> [TASK INSTRUCTIONS] Below are the records. List every line holding the word "linecap".

> [PROVIDED INFORMATION]
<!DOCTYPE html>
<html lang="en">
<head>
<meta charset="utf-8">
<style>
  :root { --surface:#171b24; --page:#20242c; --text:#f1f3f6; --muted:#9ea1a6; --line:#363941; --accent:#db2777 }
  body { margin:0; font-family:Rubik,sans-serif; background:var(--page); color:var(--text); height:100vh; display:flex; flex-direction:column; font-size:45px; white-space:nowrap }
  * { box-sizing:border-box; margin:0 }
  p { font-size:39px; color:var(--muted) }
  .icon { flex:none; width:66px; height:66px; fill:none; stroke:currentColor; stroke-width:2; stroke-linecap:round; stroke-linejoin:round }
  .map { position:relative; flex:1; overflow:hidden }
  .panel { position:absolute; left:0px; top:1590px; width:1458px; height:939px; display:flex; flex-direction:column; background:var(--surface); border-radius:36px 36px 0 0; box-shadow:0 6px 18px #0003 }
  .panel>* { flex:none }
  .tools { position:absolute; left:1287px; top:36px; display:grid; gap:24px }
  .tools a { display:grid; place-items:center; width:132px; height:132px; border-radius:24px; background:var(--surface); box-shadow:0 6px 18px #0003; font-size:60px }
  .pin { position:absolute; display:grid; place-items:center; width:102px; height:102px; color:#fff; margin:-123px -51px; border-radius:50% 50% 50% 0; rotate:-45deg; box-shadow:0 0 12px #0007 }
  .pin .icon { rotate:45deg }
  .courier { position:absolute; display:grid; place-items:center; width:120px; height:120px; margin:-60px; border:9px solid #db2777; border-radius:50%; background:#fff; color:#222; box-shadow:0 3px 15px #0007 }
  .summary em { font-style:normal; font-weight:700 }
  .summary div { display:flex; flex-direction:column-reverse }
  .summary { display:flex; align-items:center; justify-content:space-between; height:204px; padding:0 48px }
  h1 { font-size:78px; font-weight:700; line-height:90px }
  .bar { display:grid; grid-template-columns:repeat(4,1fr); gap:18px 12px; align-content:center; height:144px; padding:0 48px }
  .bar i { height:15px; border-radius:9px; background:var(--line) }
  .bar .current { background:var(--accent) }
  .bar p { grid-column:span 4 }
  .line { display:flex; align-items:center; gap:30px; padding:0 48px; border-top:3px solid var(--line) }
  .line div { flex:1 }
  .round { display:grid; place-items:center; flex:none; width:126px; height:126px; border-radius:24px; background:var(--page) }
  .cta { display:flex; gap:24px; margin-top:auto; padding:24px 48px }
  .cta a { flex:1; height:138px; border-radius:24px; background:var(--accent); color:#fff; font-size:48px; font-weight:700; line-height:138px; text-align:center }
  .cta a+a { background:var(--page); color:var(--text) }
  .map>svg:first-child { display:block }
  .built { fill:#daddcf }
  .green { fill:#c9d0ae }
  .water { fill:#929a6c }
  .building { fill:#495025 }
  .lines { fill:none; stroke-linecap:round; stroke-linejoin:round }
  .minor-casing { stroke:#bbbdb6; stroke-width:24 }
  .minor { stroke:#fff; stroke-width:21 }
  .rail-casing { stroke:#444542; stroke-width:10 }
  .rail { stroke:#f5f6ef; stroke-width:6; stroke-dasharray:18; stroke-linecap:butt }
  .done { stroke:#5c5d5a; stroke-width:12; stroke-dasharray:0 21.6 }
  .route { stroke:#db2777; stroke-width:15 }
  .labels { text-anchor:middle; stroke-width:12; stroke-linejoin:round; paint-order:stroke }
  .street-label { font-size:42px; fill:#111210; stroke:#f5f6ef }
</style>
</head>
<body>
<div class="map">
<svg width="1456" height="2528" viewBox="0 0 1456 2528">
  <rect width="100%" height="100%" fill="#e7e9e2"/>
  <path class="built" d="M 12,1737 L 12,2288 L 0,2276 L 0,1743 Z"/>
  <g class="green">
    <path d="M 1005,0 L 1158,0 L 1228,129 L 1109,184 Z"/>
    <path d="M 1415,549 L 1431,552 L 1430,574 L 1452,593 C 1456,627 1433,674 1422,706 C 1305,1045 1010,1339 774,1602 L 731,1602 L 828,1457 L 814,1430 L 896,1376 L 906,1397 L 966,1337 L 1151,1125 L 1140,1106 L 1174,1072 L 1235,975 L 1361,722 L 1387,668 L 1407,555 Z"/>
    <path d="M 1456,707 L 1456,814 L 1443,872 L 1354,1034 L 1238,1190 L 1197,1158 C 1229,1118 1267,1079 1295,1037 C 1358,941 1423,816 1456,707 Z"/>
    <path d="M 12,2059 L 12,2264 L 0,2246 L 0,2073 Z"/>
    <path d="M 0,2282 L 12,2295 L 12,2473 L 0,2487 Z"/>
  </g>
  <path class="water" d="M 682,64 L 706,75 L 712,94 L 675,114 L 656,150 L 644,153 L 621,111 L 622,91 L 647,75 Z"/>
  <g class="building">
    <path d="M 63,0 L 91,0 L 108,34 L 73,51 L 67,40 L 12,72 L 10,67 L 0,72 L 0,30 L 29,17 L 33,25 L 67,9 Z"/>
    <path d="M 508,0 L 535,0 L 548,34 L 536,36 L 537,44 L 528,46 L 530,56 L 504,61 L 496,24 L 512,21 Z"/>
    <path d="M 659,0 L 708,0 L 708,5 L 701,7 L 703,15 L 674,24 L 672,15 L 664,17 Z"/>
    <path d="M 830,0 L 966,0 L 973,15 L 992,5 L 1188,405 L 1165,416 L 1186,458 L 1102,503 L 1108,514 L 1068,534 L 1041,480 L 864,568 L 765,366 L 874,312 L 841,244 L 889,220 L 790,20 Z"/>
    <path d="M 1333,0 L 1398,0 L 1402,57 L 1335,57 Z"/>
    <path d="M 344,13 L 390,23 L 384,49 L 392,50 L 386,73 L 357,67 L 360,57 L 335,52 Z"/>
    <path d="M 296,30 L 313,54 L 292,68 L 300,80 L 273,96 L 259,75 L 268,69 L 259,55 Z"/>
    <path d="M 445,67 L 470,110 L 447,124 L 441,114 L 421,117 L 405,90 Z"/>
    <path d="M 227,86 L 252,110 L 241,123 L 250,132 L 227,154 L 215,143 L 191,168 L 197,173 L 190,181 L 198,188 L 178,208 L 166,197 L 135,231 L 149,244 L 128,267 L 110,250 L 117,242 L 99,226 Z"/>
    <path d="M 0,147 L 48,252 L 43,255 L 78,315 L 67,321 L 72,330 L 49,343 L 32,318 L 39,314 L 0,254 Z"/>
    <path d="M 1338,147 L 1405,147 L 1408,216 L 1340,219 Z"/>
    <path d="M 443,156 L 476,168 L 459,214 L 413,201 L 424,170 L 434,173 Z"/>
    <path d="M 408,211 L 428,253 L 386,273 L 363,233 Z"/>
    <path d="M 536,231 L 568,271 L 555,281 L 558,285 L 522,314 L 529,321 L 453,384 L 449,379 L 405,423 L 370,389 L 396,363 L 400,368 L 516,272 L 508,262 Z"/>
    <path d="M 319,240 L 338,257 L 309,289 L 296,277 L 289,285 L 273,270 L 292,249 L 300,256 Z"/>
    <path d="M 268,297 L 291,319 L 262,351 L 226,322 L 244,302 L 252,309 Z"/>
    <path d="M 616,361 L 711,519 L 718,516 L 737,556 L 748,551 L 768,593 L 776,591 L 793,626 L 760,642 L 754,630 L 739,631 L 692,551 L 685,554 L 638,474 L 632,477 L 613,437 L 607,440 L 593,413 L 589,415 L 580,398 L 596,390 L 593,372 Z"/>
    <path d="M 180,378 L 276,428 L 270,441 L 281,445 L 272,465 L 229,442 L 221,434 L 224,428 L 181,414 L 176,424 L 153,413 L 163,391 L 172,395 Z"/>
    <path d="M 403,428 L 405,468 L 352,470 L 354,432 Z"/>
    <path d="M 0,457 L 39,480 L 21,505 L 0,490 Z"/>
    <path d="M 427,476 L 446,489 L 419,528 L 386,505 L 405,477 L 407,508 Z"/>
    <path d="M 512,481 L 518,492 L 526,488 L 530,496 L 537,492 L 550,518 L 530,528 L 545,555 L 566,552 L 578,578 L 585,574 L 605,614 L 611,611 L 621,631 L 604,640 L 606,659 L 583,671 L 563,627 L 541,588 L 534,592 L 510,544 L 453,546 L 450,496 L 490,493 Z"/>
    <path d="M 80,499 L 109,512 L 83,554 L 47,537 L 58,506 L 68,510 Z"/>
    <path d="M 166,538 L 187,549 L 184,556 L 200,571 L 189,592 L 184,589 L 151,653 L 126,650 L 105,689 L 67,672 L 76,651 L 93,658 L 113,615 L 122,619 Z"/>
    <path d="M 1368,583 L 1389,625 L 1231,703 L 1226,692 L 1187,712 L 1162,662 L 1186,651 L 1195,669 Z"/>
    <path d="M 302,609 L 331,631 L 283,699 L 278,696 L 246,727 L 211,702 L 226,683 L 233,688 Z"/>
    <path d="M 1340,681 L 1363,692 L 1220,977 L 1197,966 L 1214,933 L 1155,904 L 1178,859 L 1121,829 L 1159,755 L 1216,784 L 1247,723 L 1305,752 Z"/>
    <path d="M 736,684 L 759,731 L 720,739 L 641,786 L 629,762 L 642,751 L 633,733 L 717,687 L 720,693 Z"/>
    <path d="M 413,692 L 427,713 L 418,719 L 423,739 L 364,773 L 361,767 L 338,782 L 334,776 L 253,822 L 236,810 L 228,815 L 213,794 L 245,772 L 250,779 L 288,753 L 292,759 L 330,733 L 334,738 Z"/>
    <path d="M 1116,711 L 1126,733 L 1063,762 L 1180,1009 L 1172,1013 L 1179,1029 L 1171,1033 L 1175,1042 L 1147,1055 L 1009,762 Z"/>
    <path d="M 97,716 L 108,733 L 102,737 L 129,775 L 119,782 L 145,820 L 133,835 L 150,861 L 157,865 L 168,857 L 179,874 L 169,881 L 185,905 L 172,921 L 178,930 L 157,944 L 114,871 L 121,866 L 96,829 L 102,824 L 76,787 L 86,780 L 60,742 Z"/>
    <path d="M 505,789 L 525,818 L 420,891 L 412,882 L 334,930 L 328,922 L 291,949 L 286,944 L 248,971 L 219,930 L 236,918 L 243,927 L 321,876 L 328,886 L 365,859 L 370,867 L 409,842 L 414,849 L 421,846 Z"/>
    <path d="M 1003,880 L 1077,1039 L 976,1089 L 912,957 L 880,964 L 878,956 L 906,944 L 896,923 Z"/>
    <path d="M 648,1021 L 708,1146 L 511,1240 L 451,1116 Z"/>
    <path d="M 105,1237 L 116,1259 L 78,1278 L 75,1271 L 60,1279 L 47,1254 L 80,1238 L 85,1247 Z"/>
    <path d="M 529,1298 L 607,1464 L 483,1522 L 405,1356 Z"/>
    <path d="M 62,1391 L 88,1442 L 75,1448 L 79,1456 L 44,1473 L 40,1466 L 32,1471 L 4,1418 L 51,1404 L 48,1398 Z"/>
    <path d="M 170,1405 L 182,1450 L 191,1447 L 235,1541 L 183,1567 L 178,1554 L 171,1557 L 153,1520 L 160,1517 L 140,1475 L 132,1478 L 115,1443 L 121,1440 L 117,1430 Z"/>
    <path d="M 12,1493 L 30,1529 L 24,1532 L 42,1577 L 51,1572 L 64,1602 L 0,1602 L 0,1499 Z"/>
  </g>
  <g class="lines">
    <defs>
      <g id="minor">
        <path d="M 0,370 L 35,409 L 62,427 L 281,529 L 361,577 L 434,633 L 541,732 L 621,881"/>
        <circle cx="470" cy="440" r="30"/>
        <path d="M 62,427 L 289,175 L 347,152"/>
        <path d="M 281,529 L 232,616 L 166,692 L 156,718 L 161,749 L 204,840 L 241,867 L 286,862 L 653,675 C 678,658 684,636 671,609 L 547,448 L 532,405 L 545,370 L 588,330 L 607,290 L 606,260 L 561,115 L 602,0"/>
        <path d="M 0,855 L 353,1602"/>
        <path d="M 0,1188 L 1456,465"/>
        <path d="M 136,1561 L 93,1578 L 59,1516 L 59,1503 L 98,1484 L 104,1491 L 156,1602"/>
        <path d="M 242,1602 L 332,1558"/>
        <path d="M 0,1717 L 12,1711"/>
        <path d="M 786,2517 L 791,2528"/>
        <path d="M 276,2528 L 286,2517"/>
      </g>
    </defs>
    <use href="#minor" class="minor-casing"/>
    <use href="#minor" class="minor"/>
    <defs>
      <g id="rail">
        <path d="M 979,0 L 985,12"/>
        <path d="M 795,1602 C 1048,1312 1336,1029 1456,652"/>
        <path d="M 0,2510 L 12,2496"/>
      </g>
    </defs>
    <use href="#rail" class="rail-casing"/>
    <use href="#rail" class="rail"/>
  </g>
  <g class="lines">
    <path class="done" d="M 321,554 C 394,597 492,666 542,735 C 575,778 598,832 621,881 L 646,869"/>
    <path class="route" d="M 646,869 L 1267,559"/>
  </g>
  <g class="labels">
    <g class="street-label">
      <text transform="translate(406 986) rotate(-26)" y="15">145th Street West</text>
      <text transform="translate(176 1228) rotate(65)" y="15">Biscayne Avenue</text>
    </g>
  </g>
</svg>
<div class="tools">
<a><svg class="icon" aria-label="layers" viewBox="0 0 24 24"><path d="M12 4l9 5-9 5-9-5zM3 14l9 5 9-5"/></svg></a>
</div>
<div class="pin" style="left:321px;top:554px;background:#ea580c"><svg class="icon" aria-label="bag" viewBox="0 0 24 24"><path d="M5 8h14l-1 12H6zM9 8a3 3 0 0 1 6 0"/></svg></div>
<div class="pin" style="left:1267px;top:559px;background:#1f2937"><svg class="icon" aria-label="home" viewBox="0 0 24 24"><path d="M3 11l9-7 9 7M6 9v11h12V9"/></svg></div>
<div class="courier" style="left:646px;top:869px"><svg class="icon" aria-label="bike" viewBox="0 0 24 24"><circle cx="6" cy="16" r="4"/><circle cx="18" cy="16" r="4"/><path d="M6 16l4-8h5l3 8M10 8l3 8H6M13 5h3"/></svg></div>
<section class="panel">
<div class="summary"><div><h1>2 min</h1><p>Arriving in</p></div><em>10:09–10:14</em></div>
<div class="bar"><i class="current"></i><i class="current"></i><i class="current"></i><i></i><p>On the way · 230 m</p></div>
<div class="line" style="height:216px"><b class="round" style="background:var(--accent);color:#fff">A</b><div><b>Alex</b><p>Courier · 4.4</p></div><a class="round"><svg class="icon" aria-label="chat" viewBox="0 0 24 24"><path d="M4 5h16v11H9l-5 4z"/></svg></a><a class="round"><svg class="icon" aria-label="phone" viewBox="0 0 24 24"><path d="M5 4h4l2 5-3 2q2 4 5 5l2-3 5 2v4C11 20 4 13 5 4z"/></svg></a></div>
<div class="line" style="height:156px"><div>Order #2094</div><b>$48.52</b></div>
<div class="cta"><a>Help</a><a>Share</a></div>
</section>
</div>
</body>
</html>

> [RESPONSE TO THE EXERCISE]
  .icon { flex:none; width:66px; height:66px; fill:none; stroke:currentColor; stroke-width:2; stroke-linecap:round; stroke-linejoin:round }
  .lines { fill:none; stroke-linecap:round; stroke-linejoin:round }
  .rail { stroke:#f5f6ef; stroke-width:6; stroke-dasharray:18; stroke-linecap:butt }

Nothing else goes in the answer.